Biomechanoid. Newel stirred cream and honey into his coffee and brought up the discordant array of windows on the dusty LCD screen of the aging computer. The Atrocity Exhbition attempts to vivisect its cultural moment by dissecting the past or memory of a surreal and quasi-speculative future,’ Newell wrote. ‘Its structure resembles both a disjointed cityscape or unfathomable machine and a fragmented human body, a fleshscape, as confused and dismembered as a mutilated anatomical textbook whose spine has decayed and whose pages have been shuffled like a pack of sallow and near-pornographic tarot cards – the Pudenda, the Abdomen, the Ulcerous Lip, the Radiation-Seared Thorax. And yet, as it collapses real and imaginary into the single undifferentiated phantasmagoria that is the Baudrillardian hyperreal, the text fuses these two parallel metaphors into a machine-flesh hybrid, an erotic cyborg, as fetishized and grotesquely appealing as a Giger Biomechanoid – thus the prevalence of the billboard-labyrinth, the malformed sculpture gardens, and above all the car-crash. The world of The Atrocity Exhibition is not a straightforward escape as in a dream narrative but a psychosis in which real and unreal/imaginative are rendered miscible and indeed indistinguishable. To quote, Andrzej Gasiorek’s Deviant Logics, “…this fragmentation of the prosaic world, which blurs the boundary between fantasy and reality, creates a liminal space in which memories begin to stir” (63). The breakdown of distinctions between organic and inorganic mirrors the more fundamental deconstruction of the Real at the heart of the text.’

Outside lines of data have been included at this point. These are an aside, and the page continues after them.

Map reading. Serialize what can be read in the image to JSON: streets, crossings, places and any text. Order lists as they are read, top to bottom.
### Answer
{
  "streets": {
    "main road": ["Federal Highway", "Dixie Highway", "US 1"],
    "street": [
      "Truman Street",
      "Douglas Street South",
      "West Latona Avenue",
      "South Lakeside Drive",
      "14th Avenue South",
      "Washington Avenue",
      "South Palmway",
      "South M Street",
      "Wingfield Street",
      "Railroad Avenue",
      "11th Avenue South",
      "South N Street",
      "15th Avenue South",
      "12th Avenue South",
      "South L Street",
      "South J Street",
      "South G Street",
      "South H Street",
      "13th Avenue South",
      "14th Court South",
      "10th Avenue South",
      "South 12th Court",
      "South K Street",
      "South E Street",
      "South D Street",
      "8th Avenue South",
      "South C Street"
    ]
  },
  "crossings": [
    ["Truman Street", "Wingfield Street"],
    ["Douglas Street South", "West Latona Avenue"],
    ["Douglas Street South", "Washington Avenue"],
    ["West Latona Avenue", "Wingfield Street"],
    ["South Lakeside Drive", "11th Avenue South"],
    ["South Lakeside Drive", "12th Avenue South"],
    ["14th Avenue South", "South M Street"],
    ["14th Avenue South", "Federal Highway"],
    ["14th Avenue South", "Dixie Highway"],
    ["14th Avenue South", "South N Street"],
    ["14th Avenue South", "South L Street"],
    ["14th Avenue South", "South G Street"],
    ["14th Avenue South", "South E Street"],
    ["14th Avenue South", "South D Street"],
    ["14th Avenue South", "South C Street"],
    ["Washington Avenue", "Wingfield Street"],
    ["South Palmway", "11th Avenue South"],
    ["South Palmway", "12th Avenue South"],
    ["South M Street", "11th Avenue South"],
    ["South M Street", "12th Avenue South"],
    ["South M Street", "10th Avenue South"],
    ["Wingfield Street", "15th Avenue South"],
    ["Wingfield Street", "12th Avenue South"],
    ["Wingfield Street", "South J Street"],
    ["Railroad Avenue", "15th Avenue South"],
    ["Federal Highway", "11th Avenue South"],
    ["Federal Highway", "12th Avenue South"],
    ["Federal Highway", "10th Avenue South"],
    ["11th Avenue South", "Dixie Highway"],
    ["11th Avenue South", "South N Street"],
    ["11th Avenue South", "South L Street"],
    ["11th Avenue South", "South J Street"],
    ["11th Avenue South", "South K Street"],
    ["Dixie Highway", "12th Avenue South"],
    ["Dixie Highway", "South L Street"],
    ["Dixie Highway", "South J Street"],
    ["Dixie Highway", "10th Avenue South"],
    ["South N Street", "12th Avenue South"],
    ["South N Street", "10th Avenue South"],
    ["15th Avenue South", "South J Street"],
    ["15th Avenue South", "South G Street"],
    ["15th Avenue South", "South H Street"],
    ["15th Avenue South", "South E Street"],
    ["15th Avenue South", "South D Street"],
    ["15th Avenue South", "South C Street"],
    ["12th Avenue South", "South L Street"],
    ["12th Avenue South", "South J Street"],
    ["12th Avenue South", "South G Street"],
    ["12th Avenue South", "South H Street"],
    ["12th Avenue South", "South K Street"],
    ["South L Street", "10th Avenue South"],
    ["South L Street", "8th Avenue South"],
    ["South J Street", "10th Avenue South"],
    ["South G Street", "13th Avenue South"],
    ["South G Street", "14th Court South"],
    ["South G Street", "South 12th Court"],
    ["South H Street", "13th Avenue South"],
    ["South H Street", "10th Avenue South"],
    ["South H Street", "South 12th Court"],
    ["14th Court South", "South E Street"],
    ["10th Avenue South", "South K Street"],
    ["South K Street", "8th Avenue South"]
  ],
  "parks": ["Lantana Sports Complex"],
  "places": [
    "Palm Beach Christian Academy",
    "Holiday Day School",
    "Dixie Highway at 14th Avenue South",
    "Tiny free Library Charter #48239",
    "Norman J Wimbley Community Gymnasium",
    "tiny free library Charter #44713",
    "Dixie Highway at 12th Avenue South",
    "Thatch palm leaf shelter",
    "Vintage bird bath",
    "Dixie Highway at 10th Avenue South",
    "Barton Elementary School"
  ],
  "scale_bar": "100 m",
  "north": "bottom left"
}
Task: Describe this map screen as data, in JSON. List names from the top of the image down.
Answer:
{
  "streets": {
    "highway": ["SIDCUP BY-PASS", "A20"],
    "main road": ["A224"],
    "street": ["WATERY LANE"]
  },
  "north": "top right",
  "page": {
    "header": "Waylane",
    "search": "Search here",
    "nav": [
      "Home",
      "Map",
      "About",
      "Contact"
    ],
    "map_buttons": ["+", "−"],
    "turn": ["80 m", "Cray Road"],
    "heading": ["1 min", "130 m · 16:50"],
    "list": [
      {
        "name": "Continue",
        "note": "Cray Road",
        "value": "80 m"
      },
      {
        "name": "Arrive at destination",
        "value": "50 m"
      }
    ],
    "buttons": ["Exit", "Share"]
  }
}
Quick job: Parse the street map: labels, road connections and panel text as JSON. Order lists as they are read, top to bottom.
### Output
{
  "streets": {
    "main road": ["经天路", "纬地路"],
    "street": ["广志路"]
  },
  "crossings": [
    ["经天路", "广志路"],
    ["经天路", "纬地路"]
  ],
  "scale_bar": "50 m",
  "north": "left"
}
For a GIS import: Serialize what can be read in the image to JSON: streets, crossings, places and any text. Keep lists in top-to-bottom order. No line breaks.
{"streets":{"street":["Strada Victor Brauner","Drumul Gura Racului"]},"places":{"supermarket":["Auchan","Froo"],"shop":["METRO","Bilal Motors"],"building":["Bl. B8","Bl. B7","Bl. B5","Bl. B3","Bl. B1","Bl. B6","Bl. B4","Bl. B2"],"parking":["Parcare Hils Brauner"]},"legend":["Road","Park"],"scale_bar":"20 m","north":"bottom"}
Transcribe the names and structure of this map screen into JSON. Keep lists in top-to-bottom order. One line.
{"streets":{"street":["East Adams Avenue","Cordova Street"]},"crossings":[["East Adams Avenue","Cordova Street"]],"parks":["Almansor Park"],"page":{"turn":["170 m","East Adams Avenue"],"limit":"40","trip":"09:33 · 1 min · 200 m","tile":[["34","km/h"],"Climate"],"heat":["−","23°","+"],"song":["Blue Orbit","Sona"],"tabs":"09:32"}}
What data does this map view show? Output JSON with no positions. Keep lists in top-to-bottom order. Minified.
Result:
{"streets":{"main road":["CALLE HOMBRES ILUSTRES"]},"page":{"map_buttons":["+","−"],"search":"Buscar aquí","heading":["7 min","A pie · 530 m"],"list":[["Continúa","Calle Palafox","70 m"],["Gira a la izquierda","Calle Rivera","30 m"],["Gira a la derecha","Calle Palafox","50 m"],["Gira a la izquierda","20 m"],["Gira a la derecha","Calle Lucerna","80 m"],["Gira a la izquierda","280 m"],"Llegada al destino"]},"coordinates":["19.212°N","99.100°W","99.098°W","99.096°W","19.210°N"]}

The Nectar of Exegesis. Clippings from the text hung from clothes-pegs like developing photographs in some proto-cyberpunk pornographer’s darkroom. Others were plastered against the walls of the tomb-like subterrane, overlapping with pages culled from medical dictionaries and coffee table books of surrealist painters, with esoteric critical texts. The decryptionist flitted about the secular sepulcher, hovering at some particular constellation of words and images, a quizzical clockwork hummingbird. Early on it had decided that the cipher, the ambrosial nectar of deconstruction, would never be extracted through a linear reading. It inhaled the heady perfume of its efforts with detached pleasure.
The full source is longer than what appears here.